So first of all, you know we can define an angular momentum as r cross p, and we can write that as a matrix. Now I suspect you've all seen this. These are unit vectors along the x, y, and z directions. And this is a vector, so there are three components, and we get three components here. Now you do want to make sure you know this notation and know how to use it.

So here is the magic equation. Li, Lj is equal to ih bar sum over k epsilon ijk Lk. Well, what is epsilon ijk? Well, it's got many names, but it's a really neat tool which is very wonderful in enabling you to derive new equations.

So if i, j, and k correspond to xyz in cyclic order-- in other words, xyz, yzx, et cetera-- then this is plus 1. If it's in anticyclic order, it's minus 1. And if any index is repeated, it's 0. So it packs a real punch, but it enables you to do fantastic things.

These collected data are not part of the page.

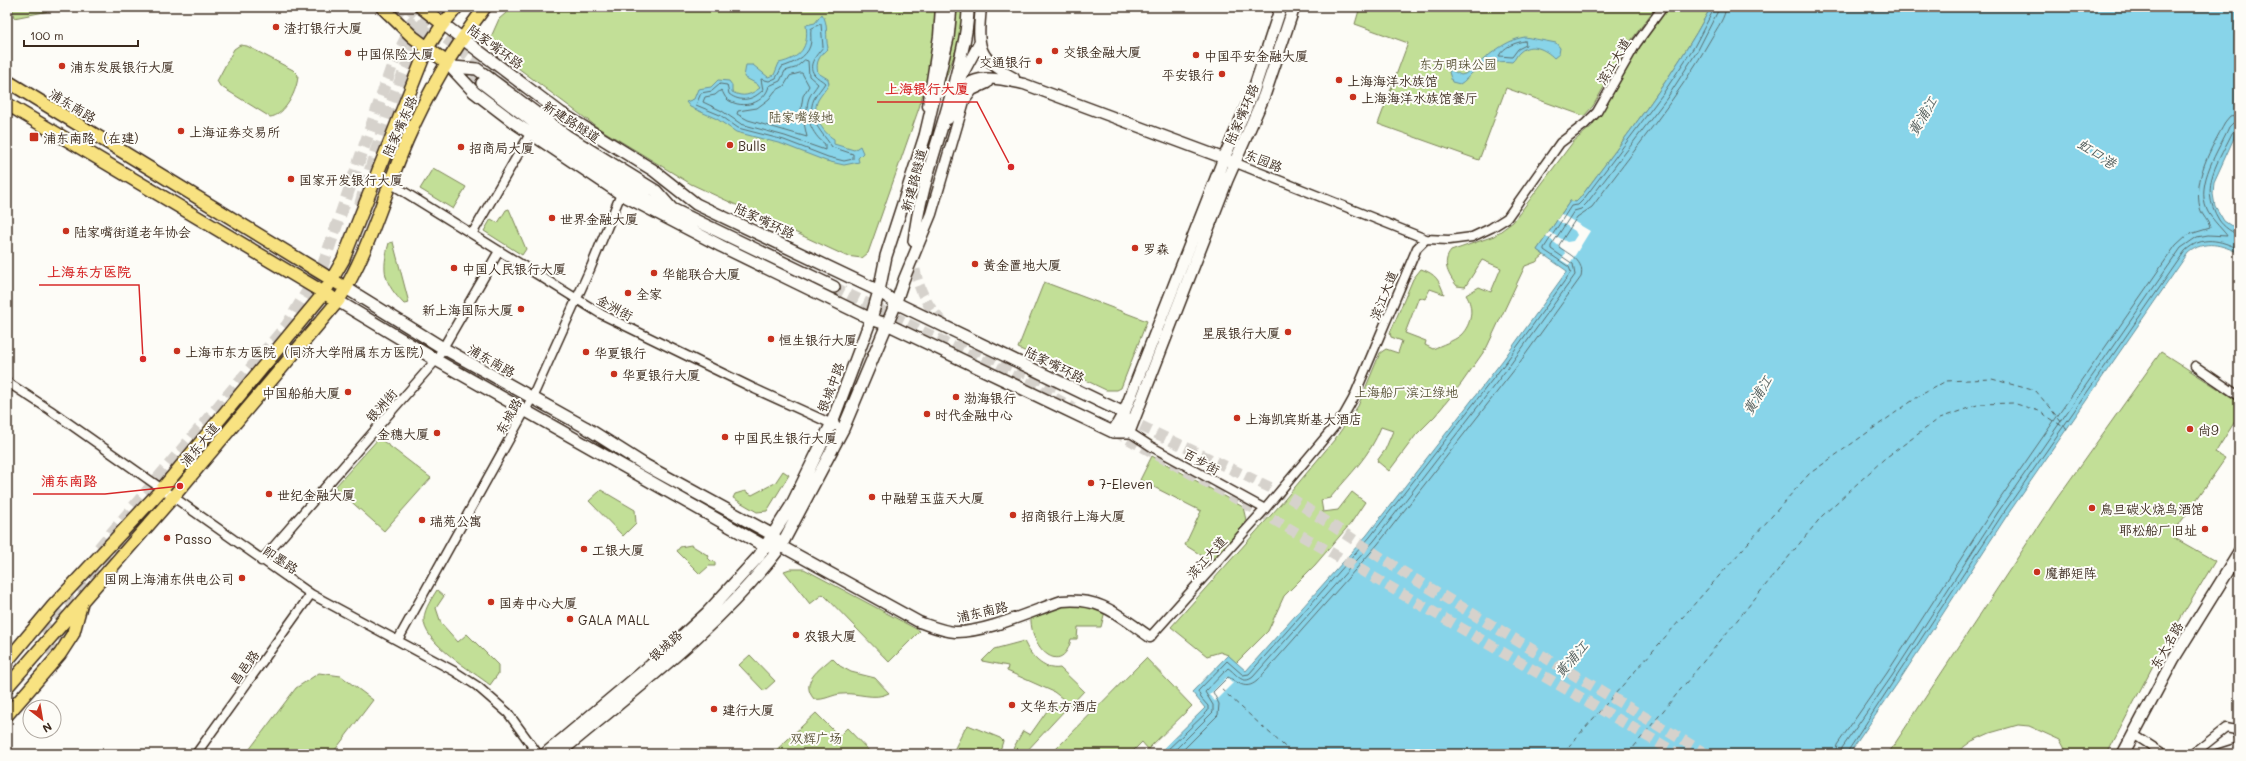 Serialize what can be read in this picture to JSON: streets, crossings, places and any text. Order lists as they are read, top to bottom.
{
  "streets": {
    "main road": [
      "陆家嘴环路",
      "浦东南路",
      "新建路隧道",
      "陆家嘴东路",
      "银城中路",
      "浦东大道",
      "银城路",
      "东大名路"
    ],
    "street": [
      "滨江大道",
      "东园路",
      "金洲街",
      "银洲街",
      "东城路",
      "百步街",
      "即墨路",
      "昌邑路"
    ]
  },
  "crossings": [
    ["陆家嘴环路", "陆家嘴东路"],
    ["陆家嘴环路", "东园路"],
    ["陆家嘴环路", "银城中路"],
    ["陆家嘴环路", "百步街"],
    ["滨江大道", "浦东南路"],
    ["滨江大道", "东园路"],
    ["滨江大道", "百步街"],
    ["浦东南路", "陆家嘴东路"],
    ["浦东南路", "银城中路"],
    ["浦东南路", "银洲街"],
    ["浦东南路", "东城路"],
    ["浦东南路", "浦东大道"],
    ["浦东南路", "银城路"],
    ["新建路隧道", "陆家嘴东路"],
    ["陆家嘴东路", "金洲街"],
    ["陆家嘴东路", "浦东大道"],
    ["金洲街", "银城中路"],
    ["金洲街", "银洲街"],
    ["金洲街", "东城路"],
    ["银城中路", "银城路"],
    ["银洲街", "即墨路"],
    ["东城路", "即墨路"],
    ["浦东大道", "即墨路"],
    ["即墨路", "昌邑路"]
  ],
  "water": ["黄浦江", "虹口港"],
  "parks": [
    "东方明珠公园",
    "陆家嘴绿地",
    "上海船厂滨江绿地",
    "双辉广场"
  ],
  "places": {
    "other": [
      "渣打银行大厦",
      "交银金融大厦",
      "中国保险大厦",
      "中国平安金融大厦",
      "交通银行",
      "浦东发展银行大厦",
      "平安银行",
      "上海海洋水族馆",
      "上海海洋水族馆餐厅",
      "上海证券交易所",
      "Bulls",
      "招商局大厦",
      "上海银行大厦",
      "国家开发银行大厦",
      "世界金融大厦",
      "陆家嘴街道老年协会",
      "罗森",
      "黄金置地大厦",
      "中国人民银行大厦",
      "华能联合大厦",
      "全家",
      "新上海国际大厦",
      "星展银行大厦",
      "恒生银行大厦",
      "上海市东方医院（同济大学附属东方医院）",
      "华夏银行",
      "上海东方医院",
      "华夏银行大厦",
      "中国船舶大厦",
      "渤海银行",
      "时代金融中心",
      "上海凯宾斯基大酒店",
      "尚9",
      "金穗大厦",
      "中国民生银行大厦",
      "7-Eleven",
      "浦东南路",
      "世纪金融大厦",
      "中融碧玉蓝天大厦",
      "鳥旦碳火烧鸟酒馆",
      "招商银行上海大厦",
      "瑞苑公寓",
      "耶松船厂旧址",
      "Passo",
      "工银大厦",
      "魔都矩阵",
      "国网上海浦东供电公司",
      "国寿中心大厦",
      "GALA MALL",
      "农银大厦",
      "文华东方酒店",
      "建行大厦"
    ],
    "transit": ["浦东南路（在建）"]
  },
  "scale_bar": "100 m",
  "north": "bottom right"
}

So if we have Lx, Ly, it's equal to ih bar plus 1 times Lz.

And the point of this lecture is with this, you can derive all of the matrix elements of an angular momentum-- L squared, Lz, L plus minus, and anything else. But these are the important ones, and this is what we want to derive from our excursion in matrix element land.

So the first thing we do is we extract some fundamental equations from this commutator. So the first equation is that L squared Lz is equal to Lx squared Lz plus Ly squared Lz plus Lz squared Lz. And we know this one is 0, right?

This one, you have to do a little practice, but you can write this commutation rule as Lx times Lx comma Lz plus Lx comma Lz Lx. So if you have a square, you take it out the front side then the back side. And now we know what this. This is minus ih bar Ly. And this is minus ih bar Ly.

And we do this one, and we discover we have the same thing except with the opposite sign. And so what we end up getting is that this is 0. Now I skipped some steps. I said them, but I want you to just go through that and see.

So you know what this is. It's going to be Ly, and it's going to be minus Ly times ih bar. And you get the same thing here. But then you have an LxLy, and you have an LxLy. And when you do the same trick with this, you're going to get an Ly and an Lx again, and they'll be the opposite sign.

So this one is really important because what it says is that you can take any projection quantum number and it will commute with the magnitude squared. The same argument works for Ly and Lz and Lx.

So we have one really powerful commutator which is that L squared Li equals 0 for x, y, and z, which means since we like L squared and Lz-- we could add like Lx instead of Lz, but we tend to favor these-- that L squared and Lz are operators that can have a common set of eigenfunctions. If we have two operators that commute, the eigenfunctions of one can be the eigenfunctions of the other. Very convenient.

Then there's another operator that we can derive, and that is-- let's define this thing, a step up or step down or our raising or lowering operator-- we don't know that yet-- Lx plus or minus iLy. So we might want to know the commutation rule of Lz with L plus minus.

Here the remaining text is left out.